TRIPOLI, Libya – Oil-rich Venezuela's anti-American president, recently slapped with a U.S. arms embargo, was given a warm welcome to the Libyan capital Wednesday by Col. Moammar Qaddafi, whose authoritarian regime was only just removed from Washington's list of countries that sponsor terrorism.
After dining with Qaddafi, Hugo Chavez called for the world to turn its back on the United States.
"We are against America, the imperialist," he told reporters. "We don't accept its hegemony. The whole world should unite against America."
He made light of the U.S. arms embargo, saying: "We make weapons ourselves and we have some from Europe, Asia and Russia, and we leave the door open to China."
Earlier, Qaddafi met Chavez at a VIP terminal that was scarred with bullet holes. Some crenelated concrete at the top had been blasted away, perhaps damaged in U.S. airstrikes more than two decades ago.
The Libyan leader, his face partly covered by a large brown scarf draped over an Arab robe, looked on as Chavez, wearing a suit, shook hands with Libyan officials.
The two leaders then got into a late-model Cadillac stretch limousine and were driven a short distance to a tent for their meeting. A herd of camels watched as the limousine drove by with at least 20 security men trotting alongside.
A Venezuelan official in Tripoli, speaking on condition of anonymity because he was not authorized to speak to reporters, told The Associated Press that Chavez would discuss with Qaddafi "social programs based on oil revenues."
He said the global oil market was also on the two leaders' agenda in preparation for the next OPEC meeting June 1 in Caracas.
Afterward, Chavez told reporters that Venezuela was interested in cooperating with Libya in petrochemical projects and to maintain current oil prices "which are fair now."
It was Chavez' fourth visit to the North African nation.

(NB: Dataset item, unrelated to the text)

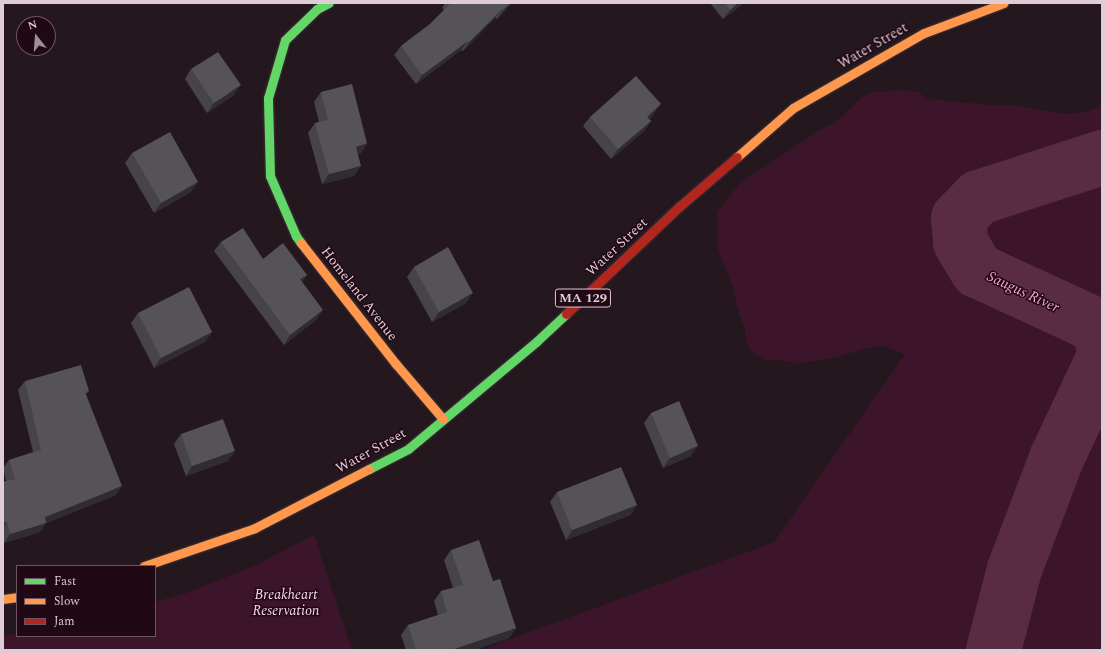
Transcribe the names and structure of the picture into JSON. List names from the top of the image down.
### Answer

Washington announced on Monday that it was restoring diplomatic relations with Qaddafi's government and simultaneously removed it from the State Department list of countries that sponsor terrorism.
Chavez, who was in London when the arms boycott was announced, issued a stringing rebuke, saying "this doesn't matter to us at all."
He said his government would not respond with punitive measures such as travel restrictions.
"There's no way we will do that. We will find a solution to this," he said, calling the United States an "irrational empire.
"It's the empire and it has a great capacity to do harm to the countries of the world," he said.
The United States imposed the arms ban because of what it claimed was a lack of support by Chavez's leftist government for counterterrorism efforts, the State Department said.
The next day, Gen. Alberto Muller, an adviser to Chavez said he had recommended to the defense ministry that Venezuela consider selling its U.S.-supplied F-16s because of the ban.
Muller said he thought it worthwhile to consider "the feasibility of a negotiation with Iran for the sale of those planes."
Venezuela's defense minister, however, said there were no immediate plans to sell U.S.-made fighter jets despite a dispute over replacement parts.
Defense Minister Adm. Orlando Maniglia said a sale of the 21 F-16s wasn't in the works and Chavez "has not given any order" as to what to do with the aircraft.
The Iranian Embassy in Caracas said no deal involving warplanes had been proposed.
The defense minister also said the United States had violated a contract by refusing to sell Venezuela replacement parts for its jets, even after Venezuela paid for those parts.
"I've honestly grown tired of asking for replacement parts for the F-16s," Maniglia said. "I've got my list. We've paid. We have money deposited in the United States."